The data section start
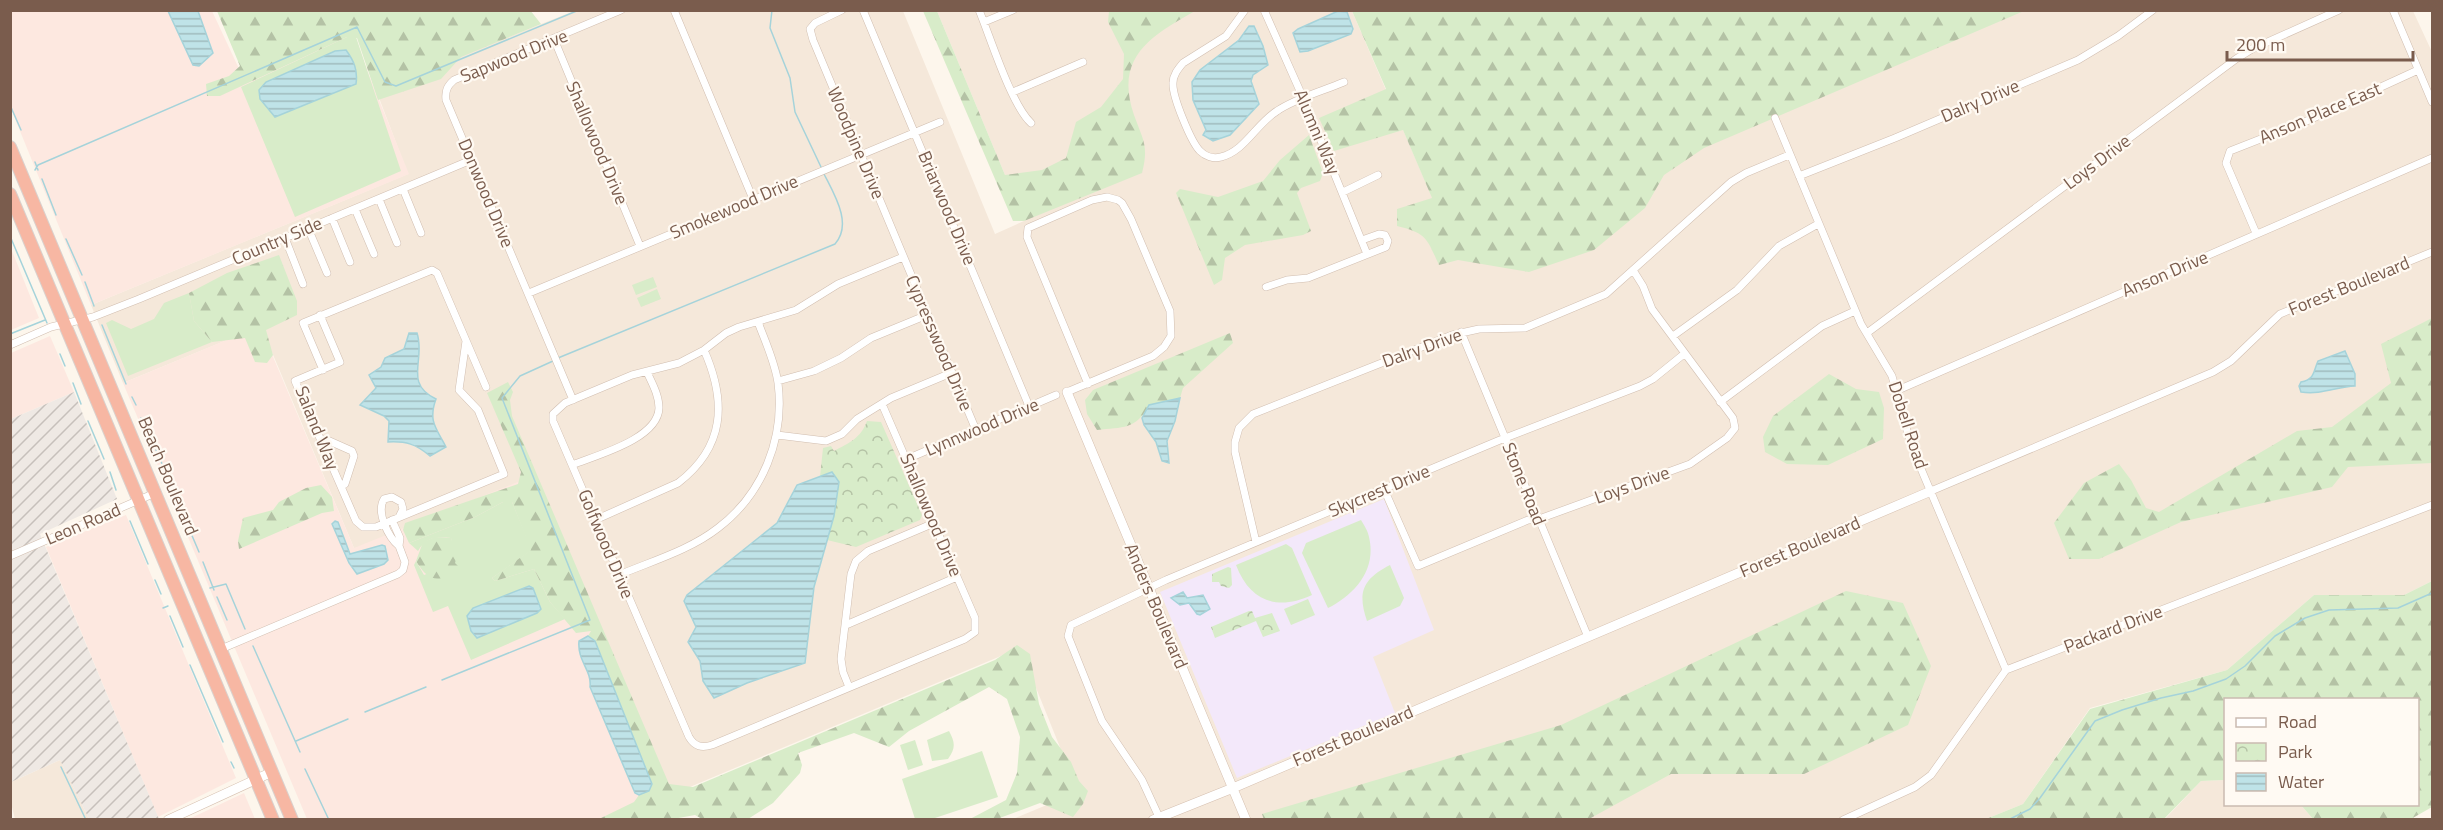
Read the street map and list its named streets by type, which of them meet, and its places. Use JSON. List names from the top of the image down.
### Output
{
  "streets": {
    "highway": ["Beach Boulevard"],
    "street": [
      "Sapwood Drive",
      "Dalry Drive",
      "Anson Place East",
      "Alumni Way",
      "Shallowood Drive",
      "Woodpine Drive",
      "Loys Drive",
      "Donwood Drive",
      "Smokewood Drive",
      "Briarwood Drive",
      "Country Side",
      "Anson Drive",
      "Forest Boulevard",
      "Cypresswood Drive",
      "Dobell Road",
      "Lynnwood Drive",
      "Saland Way",
      "Stone Road",
      "Skycrest Drive",
      "Leon Road",
      "Golfwood Drive",
      "Anders Boulevard",
      "Packard Drive"
    ]
  },
  "crossings": [
    ["Sapwood Drive", "Shallowood Drive"],
    ["Sapwood Drive", "Donwood Drive"],
    ["Dalry Drive", "Dobell Road"],
    ["Dalry Drive", "Stone Road"],
    ["Dalry Drive", "Skycrest Drive"],
    ["Anson Place East", "Anson Drive"],
    ["Shallowood Drive", "Smokewood Drive"],
    ["Shallowood Drive", "Lynnwood Drive"],
    ["Shallowood Drive", "Golfwood Drive"],
    ["Woodpine Drive", "Smokewood Drive"],
    ["Woodpine Drive", "Cypresswood Drive"],
    ["Woodpine Drive", "Golfwood Drive"],
    ["Loys Drive", "Dobell Road"],
    ["Loys Drive", "Stone Road"],
    ["Loys Drive", "Skycrest Drive"],
    ["Donwood Drive", "Smokewood Drive"],
    ["Donwood Drive", "Country Side"],
    ["Donwood Drive", "Golfwood Drive"],
    ["Smokewood Drive", "Briarwood Drive"],
    ["Briarwood Drive", "Lynnwood Drive"],
    ["Country Side", "Beach Boulevard"],
    ["Anson Drive", "Dobell Road"],
    ["Forest Boulevard", "Dobell Road"],
    ["Forest Boulevard", "Stone Road"],
    ["Forest Boulevard", "Skycrest Drive"],
    ["Forest Boulevard", "Anders Boulevard"],
    ["Cypresswood Drive", "Lynnwood Drive"],
    ["Cypresswood Drive", "Golfwood Drive"],
    ["Dobell Road", "Packard Drive"],
    ["Beach Boulevard", "Leon Road"],
    ["Stone Road", "Skycrest Drive"],
    ["Skycrest Drive", "Anders Boulevard"]
  ],
  "legend": ["Road", "Park", "Water"],
  "scale_bar": "200 m"
}
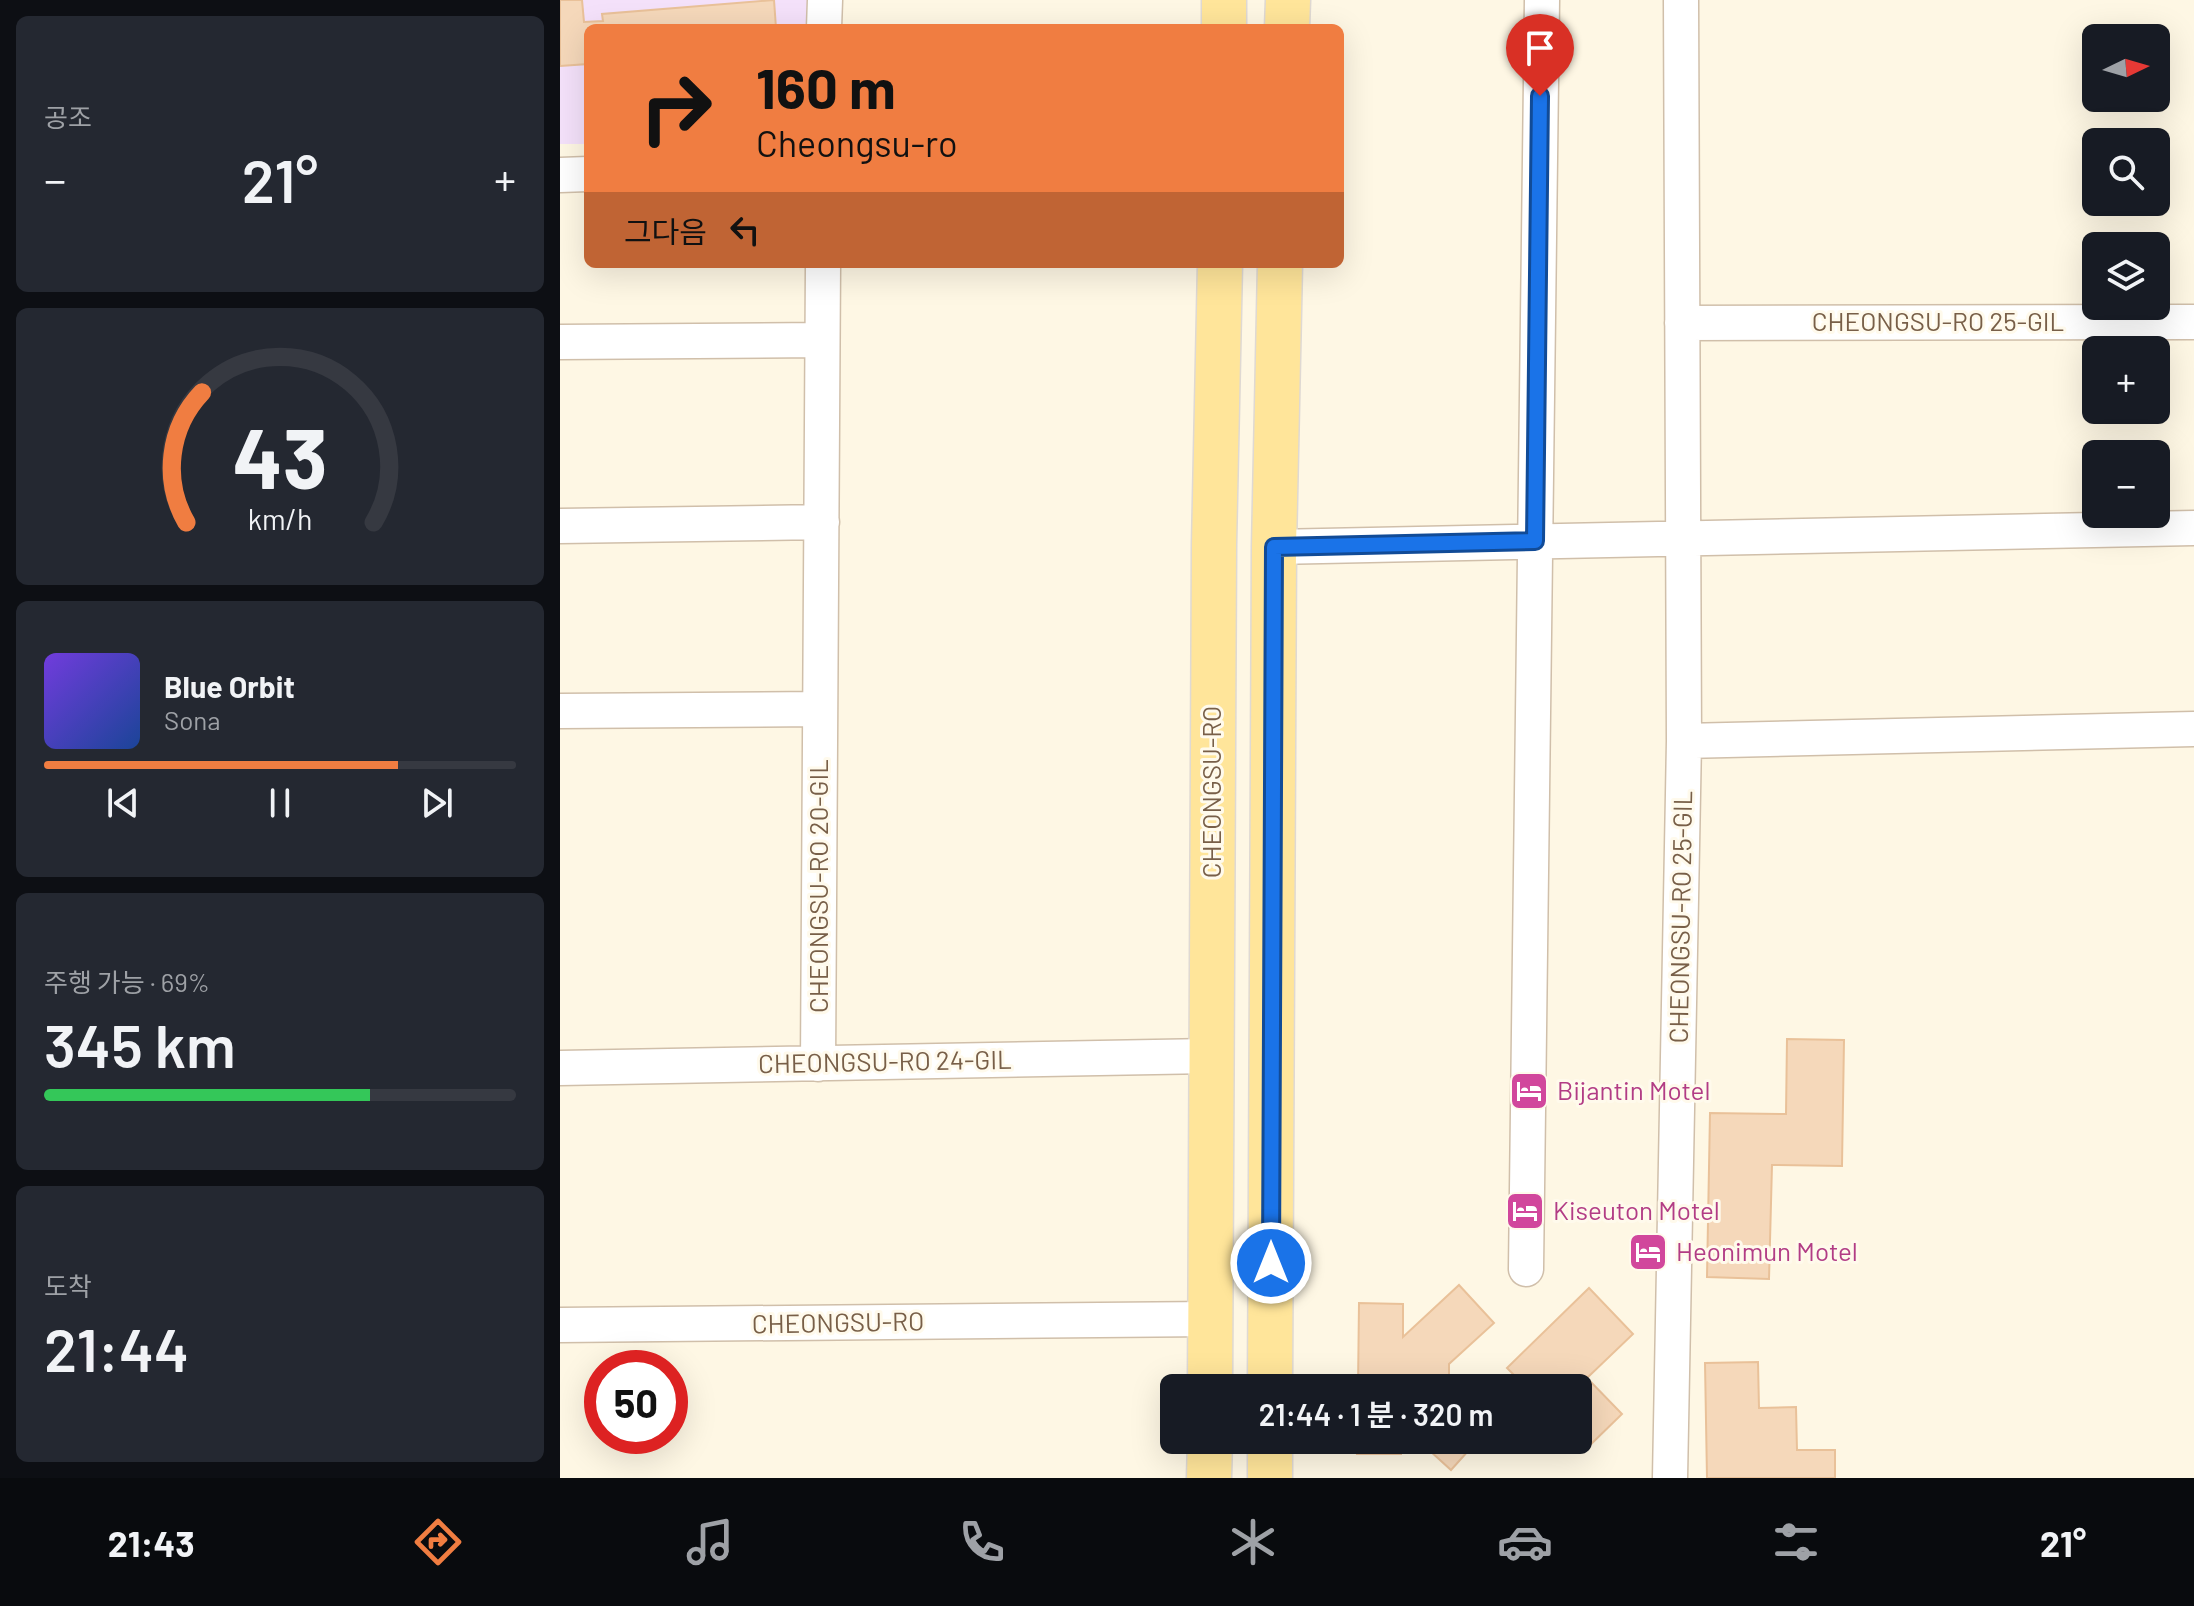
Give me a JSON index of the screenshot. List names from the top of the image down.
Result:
{
  "streets": {
    "main road": ["CHEONGSU-RO"],
    "street": ["CHEONGSU-RO 25-GIL", "CHEONGSU-RO 20-GIL", "CHEONGSU-RO 24-GIL"]
  },
  "crossings": [
    ["CHEONGSU-RO", "CHEONGSU-RO 24-GIL"],
    ["CHEONGSU-RO 20-GIL", "CHEONGSU-RO 24-GIL"]
  ],
  "places": {
    "hotel": ["Bijantin Motel", "Kiseuton Motel", "Heonimun Motel"]
  },
  "north": "right",
  "page": {
    "tile": [
      "공조",
      ["주행 가능 · 69%", "345 km"],
      ["도착", "21:44"]
    ],
    "map_buttons": ["+", "−"],
    "turn": ["160 m", "Cheongsu-ro"],
    "heat": ["−", "21°", "+"],
    "then": "그다음",
    "song": ["Blue Orbit", "Sona"],
    "limit": "50",
    "trip": "21:44 · 1 분 · 320 m",
    "tabs": ["21:43", "21°"],
    "gauge": ["43", "km/h"]
  }
}
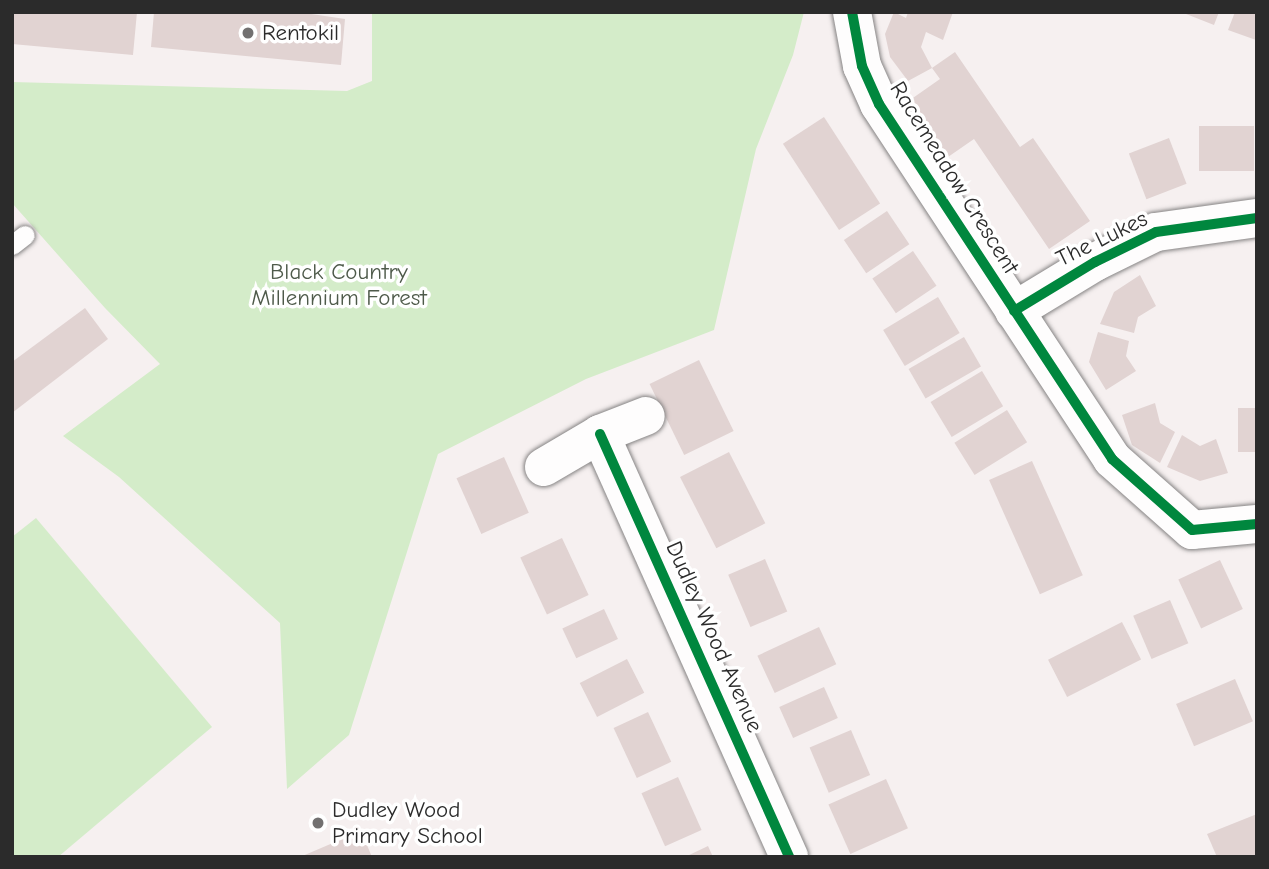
The data section end
__What is needed__: In the listing above, find each line with the word "Sapwood" and return it.

__Task answer__:
      "Sapwood Drive",
    ["Sapwood Drive", "Shallowood Drive"],
    ["Sapwood Drive", "Donwood Drive"],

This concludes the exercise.